PENSIONS - The double deception of the "reform" of Salvini's League

Matteo Salvini's League engages with a pension reform which, in his opinion, would be "revolutionary". In fact, if by revolution we mean to blow up the system and condemn the elderly to poverty, the proposals of the Carroccio - as far as we can understand from reading the newspapers that talk about them - are really spot on. Beyond the promised amounts (it would be necessary to explain to Salvini and his economists that promising a pension of one thousand euros to new recruits today means not taking into account the fact that, in 40 years, that sum would be negligible at the current value of the currency) , the mechanism should work like this: employers pay a fixed contribution for each of their employees (who have a 10% payroll withholding tax) regardless of the salary received; the contribution bracket only serves to determine the amount of the allowance (in fixed brackets of 500, 800 and 1.000 euros per month for 14 months) in relation to length of service (35 or 40 years). The model (there would be quantitative differences for self-employed workers but with a mechanism similar to that of employees) should only apply to new hires and to those who, under certain conditions, opt for it.

And here the most serious problem arises, to which no answer is given. The large public pension systems - this is the first fundamental notion to learn and keep in mind - work with the so-called distribution method whereby current pensions are financed by contributions paid by workers active in the same period, on the basis of a pact between the generations, imposed and guaranteed by the State. This pact promises today's taxpayers that, tomorrow, when they become retired, there will be another generation of taxpayers who will honor the promises received in exchange for fulfilling their duties. If then the promises rise to the Elysium of rights, that's a whole other matter.

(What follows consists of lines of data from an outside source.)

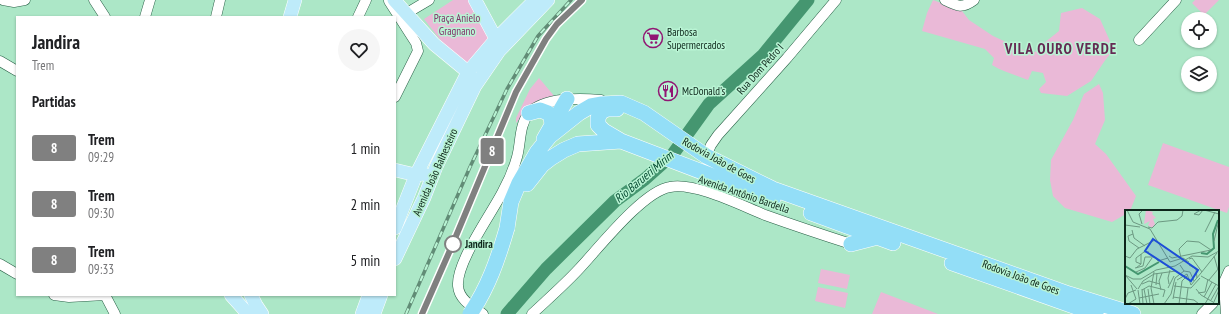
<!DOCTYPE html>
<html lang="pt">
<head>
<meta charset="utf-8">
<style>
	:root { --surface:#fff; --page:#f6f6f6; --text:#202124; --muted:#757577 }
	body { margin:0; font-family:"PT Sans Narrow",sans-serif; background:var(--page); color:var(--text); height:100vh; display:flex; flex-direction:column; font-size:15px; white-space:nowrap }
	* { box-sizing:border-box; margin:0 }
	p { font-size:13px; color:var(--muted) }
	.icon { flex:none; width:22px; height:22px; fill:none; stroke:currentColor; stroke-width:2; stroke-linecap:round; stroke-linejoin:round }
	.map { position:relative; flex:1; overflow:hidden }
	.drawer { position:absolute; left:16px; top:16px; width:380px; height:280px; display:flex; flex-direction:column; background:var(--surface); border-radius:0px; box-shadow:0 1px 3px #0004 }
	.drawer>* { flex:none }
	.badge { padding:0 8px; border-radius:3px; font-size:14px; line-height:26px }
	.tools { position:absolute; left:1181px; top:12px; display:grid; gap:8px }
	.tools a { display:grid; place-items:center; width:36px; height:36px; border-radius:50%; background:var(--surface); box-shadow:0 1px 3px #0004; font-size:20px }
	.map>.badge { position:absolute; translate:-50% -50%; box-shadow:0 0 0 2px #fff }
	h2 { padding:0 16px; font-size:15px; line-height:36px }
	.round { display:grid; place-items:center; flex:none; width:42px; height:42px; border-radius:21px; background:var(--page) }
	.overview { display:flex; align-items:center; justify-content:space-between; height:68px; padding:0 16px }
	h1 { font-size:19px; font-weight:600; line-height:30px }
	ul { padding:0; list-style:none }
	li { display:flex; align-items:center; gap:12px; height:56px; padding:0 16px }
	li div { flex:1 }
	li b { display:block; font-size:15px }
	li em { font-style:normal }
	li .badge { min-width:44px; font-weight:700; text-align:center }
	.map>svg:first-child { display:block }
	.green { fill:#eab9d7 }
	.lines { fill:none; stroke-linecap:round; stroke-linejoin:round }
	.river { stroke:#459670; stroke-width:13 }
	.minor-casing { stroke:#286046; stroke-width:11 }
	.major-casing { stroke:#fff; stroke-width:14 }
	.highway-casing { stroke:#fff; stroke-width:16 }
	.minor { stroke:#fff; stroke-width:10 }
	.major { stroke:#beebfa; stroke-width:13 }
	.highway { stroke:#93def7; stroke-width:15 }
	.rail-casing { stroke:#618c76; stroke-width:3.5 }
	.rail { stroke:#b9f4d4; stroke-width:2; stroke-dasharray:6; stroke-linecap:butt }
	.highway-bridge-casing { stroke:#fff; stroke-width:16; stroke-linecap:butt }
	.highway-bridge { stroke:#93def7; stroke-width:15 }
	.line-casing { stroke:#fff; stroke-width:9 }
	.line { stroke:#808080; stroke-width:6 }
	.stop-dot { fill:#fff; stroke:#808080; stroke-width:2 }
	.labels { text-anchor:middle; stroke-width:3; stroke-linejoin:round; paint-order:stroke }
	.park-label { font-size:11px; fill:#82326a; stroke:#b9f4d4 }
	.poi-label { font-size:11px; fill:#0d251a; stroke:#b9f4d4; text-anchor:start }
	.street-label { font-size:11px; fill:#0d251a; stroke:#b9f4d4 }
	.stop-label { font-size:11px; font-weight:bold; fill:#0d251a; stroke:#b9f4d4; text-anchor:start }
	.water-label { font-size:12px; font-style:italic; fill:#03492f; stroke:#b9f4d4 }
	.district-label { font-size:15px; font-weight:bold; letter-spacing:1px; fill:#652a53; stroke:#b9f4d4 }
	.inset-river { fill:none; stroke:#459670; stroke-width:2 }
	.inset-road { fill:none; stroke:#6c9982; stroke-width:1 }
	.view { fill:#1d4ed8; fill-opacity:0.15; stroke:#1d4ed8; stroke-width:2 }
	.inset-edge { fill:none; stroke:#0d251a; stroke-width:2 }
</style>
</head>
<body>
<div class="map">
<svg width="1229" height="314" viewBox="0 0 1229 314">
	<rect width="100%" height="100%" fill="#ace7c7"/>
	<path class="green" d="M 453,0 L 469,0 L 490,40 L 468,64 L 442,42 L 424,19 Z
		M 933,0 L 962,11 L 969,20 L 993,36 L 1030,53 L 1038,51 L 1044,43 L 1059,31 L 1061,13 L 1082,8 L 1100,19 L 1114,50 L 1106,59 L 1091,81 L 1067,96 L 1041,93 L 1039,89 L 1046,82 L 1043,73 L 1032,71 L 1028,80 C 1016,75 1003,72 992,65 L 994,58 L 985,49 L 922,31 L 927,13 Z
		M 1195,0 L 1219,0 L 1204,15 L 1192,3 Z
		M 539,78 L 555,97 L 528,109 L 516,123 L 516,118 L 530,89 Z
		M 1099,84 L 1103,93 L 1105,120 L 1095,144 L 1106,154 L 1136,196 L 1130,211 L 1126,211 L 1126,214 L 1112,222 L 1065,208 L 1053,196 L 1050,180 L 1051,160 L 1073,120 L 1084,94 Z
		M 1163,143 L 1229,167 L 1229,207 L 1227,213 L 1148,185 Z
		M 821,269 L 850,275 L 847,289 L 818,283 Z
		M 818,287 L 848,293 L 845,308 L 815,301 Z
		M 881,292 L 938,314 L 872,314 Z"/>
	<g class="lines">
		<path class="river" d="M 507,314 L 546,269 L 615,201 L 645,179 L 673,154 L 709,104 L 763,55 L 808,0"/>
		<defs>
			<path id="minor" d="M 3,0 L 14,2 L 25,0
				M 94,0 L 105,17
				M 945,0 C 957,6 962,9 974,0
				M 389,1 L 416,43 L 418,51 L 395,97
				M 407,13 L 429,0
				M 145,17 L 150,0
				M 216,17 L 220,0
				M 358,17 L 366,0
				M 1139,40 L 1176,0
				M 0,61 L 17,71
				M 706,156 L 711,145 L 718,135 L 787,58 L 836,0
				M 0,264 L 17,274
				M 1224,284 L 1226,314
				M 1221,289 L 1229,271
				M 54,295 L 69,297 L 105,295
				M 105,295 L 115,314
				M 483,314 C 473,307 459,300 458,286 C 456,262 492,213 503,191 C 509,180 514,168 517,157 C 521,143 519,125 529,113 C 544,97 581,98 601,100
				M 532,314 C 548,299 564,285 578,270 C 598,249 643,191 670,187 C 695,182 740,205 765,215 C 793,225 823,235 851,244
				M 1202,314 L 1213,303"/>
			<path id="major" d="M 394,0 L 434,44 L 468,72 L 471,78
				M 475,0 L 496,39
				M 290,17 L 295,0
				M 395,170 L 416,175 L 424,174
				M 395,228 L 416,175 L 468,72 L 496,39 L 535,0
				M 395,259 L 424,198 L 436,167 L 475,86 L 499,51 L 548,0
				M 231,295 L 248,314
				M 251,295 L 256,305 L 262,314
				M 362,314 L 369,295
				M 374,314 L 381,295"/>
			<path id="highway" d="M 617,109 L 607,109 L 601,112 L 598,118 L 598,125 L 604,131 L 621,141
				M 529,113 L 540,110 L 548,113 L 551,117 L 552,125 L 544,139
				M 552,125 L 567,99
				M 527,184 L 542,165 L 551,158 L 564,150 L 578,144 L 621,141 L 773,199
				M 811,213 L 893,243
				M 507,228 L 511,202 L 519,183 L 537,152 L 550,136 L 579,113 L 591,106 L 602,104 L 621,103 L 644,113 L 706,156 L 773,189 L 1069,294 L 1133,314
				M 851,244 L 878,237
				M 952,263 L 1096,314"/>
		</defs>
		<use href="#minor" class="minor-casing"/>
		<use href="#major" class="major-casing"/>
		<use href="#highway" class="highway-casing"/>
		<use href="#minor" class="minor"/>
		<use href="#major" class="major"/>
		<use href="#highway" class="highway"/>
		<defs>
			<path id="rail" d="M 406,314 L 470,167 L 507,89 L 538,36 L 571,0
				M 422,314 L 451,248 L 516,92 L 546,39 L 557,24 L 582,0"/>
		</defs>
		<use href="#rail" class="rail-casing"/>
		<use href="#rail" class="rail"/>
		<defs>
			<path id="highway-bridge" d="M 470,314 C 488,288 498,259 507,228"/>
		</defs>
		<use href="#highway-bridge" class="highway-bridge-casing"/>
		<use href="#highway-bridge" class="highway-bridge"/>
	</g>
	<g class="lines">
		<defs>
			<path id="line" d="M 422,314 L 451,248 L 516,92 L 546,39 L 557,24 L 582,0"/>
		</defs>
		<use href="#line" class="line-casing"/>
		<use href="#line" class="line"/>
	</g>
	<defs>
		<symbol id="supermarket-ring" viewBox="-11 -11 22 22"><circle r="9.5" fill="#b9f4d4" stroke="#911673" stroke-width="1.5"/><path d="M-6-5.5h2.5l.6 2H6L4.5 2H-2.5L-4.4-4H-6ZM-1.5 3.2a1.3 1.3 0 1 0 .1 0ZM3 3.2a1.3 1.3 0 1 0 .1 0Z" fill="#911673"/></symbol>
		<symbol id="restaurant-ring" viewBox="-11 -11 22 22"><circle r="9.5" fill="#b9f4d4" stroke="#911673" stroke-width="1.5"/><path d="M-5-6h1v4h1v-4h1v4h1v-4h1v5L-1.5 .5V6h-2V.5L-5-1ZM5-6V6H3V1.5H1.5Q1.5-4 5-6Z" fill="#911673"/></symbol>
	</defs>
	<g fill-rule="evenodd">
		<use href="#supermarket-ring" x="642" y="27" width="22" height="22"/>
		<use href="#restaurant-ring" x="657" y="80" width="22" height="22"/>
	</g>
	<circle class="stop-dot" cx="453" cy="244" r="8"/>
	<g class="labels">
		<g class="park-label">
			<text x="457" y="22">Praça Anielo<tspan x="457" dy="13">Gragnano</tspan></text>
		</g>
		<g class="poi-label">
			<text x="667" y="36">Barbosa<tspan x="667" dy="13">Supermercados</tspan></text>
			<text x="682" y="95">McDonald's</text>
		</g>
		<g class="street-label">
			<text transform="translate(760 69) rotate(-48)" y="4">Rua Dom Pedro I</text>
			<text transform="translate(719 160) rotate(29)" y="4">Rodovia João de Goes</text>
			<text transform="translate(435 172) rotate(-66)" y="4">Avenida João Balhesteiro</text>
			<text transform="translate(744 194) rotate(19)" y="4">Avenida Antônio Bardella</text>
			<text transform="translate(1021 277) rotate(20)" y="4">Rodovia João de Goes</text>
		</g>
		<g class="stop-label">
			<text x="465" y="248">Jandira</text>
		</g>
		<g class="water-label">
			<text transform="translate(644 177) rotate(-40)" y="4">Rio Barueri Mirim</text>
		</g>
		<g class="district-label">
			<text x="1061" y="54">VILA OURO VERDE</text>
		</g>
	</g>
	<g transform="translate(1125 210)">
		<rect width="94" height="94" fill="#ace7c7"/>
		<path d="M 21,0 L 28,2 L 27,4 L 31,8 L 28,9 L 30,14 L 27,18 L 23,15 L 25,11 L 19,14 Z" fill="#eab9d7"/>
		<path class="inset-river" d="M 76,43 L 82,44 L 89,38 L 88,24 L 93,10M 0,56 L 13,64 L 34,52"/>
		<path class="inset-road" d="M 2,0 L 8,12 L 25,19 L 45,52 L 58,48 L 64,52M 76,0 L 69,4 L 74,5 L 78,0M 79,0 L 94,4M 17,14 L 14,4 L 18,0M 0,15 L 15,17M 23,17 L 27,18 L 33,12 L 52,10 L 57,6 L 58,0M 7,20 L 9,28 L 20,36M 80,22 L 90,2M 8,24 L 3,26 L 4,31 L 14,38M 89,31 L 94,10M 0,46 L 5,48 L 12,39 L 30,30M 44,46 L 47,48 L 86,40M 89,46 L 93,60M 56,48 L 54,39 L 62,31 L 74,32 L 86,40M 64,49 L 67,48 L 77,62M 16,54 L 11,52 L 11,48 L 19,42 L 24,42M 64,55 L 71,59 L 72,68M 10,58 L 18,56 L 20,47 L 30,47 L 33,51 L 43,48M 11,58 L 16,54 L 16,44M 59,61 L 65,62 L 69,71M 11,62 L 20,58 L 27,48M 76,63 L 92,43M 0,65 L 8,69 L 16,69 L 31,60 L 50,56 L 67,46 L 83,47 L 94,41M 1,66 L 12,79M 76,66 L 94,76M 52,70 L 62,64 L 66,75 L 76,63M 84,70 L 94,58M 17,74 L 24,71 L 35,74M 44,74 L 43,68 L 45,60M 31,75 L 32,63M 49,76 L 66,78 L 75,68M 43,78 L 49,66M 13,79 L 18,71 L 29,64 L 51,61M 17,79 L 18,94M 19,79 L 22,94M 23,79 L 25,94M 71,79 L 76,85 L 88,92M 13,80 L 15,94M 17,80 L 24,76 L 40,80 L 38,87M 36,80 L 34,71 L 37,63M 73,83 L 80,82 L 83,69M 48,87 L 69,90 L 74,94M 79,87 L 87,72M 14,88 L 34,84M 0,89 L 3,83 L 11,80M 48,89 L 51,72M 86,90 L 94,76M 3,94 L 11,89 L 6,75M 29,94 L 26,78 L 29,62M 39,94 L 46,84 L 50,68 L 59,61 L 55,55M 54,94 L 57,71 L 63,65M 61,94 L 63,78M 80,94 L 91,74M 88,94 L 94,80"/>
		<path class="view" d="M 28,29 L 73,60 L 66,71 L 20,41 Z"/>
		<rect width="94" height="94" class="inset-edge"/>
	</g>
</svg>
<div class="tools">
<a><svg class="icon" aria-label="locate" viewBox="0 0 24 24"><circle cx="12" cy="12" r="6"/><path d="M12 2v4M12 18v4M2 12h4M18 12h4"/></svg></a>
<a><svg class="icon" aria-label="layers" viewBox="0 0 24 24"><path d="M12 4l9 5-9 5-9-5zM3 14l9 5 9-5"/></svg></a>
</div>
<b class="badge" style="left:492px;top:151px;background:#808080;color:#fff">8</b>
<section class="drawer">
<div class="overview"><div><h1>Jandira</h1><p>Trem</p></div><a class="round"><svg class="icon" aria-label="heart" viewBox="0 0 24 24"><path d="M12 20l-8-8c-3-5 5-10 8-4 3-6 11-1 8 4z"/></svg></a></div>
<h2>Partidas</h2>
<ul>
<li><span class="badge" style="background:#808080;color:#fff">8</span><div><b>Trem</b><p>09:29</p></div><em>1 min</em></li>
<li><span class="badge" style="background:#808080;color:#fff">8</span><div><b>Trem</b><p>09:30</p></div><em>2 min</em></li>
<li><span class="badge" style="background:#808080;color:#fff">8</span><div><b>Trem</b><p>09:33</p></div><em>5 min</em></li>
</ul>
</section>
</div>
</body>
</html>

It is good to do this reasoning immediately and immediately put the cards on the table. In the dominant statist culture there is an excessive trust in laws, as if the rules were enough to produce the resources needed to pay pensions. In reality, the balance of the intergenerational pact underlying large public systems strictly depends on parameters that the laws cannot determine, while they are radically conditioned by them. Each variation of these parameters produces effects – more or less profound and structural – which affect the possibility of considering social security rights definitively acquired (that is, of translating promises into enforceable prerogatives).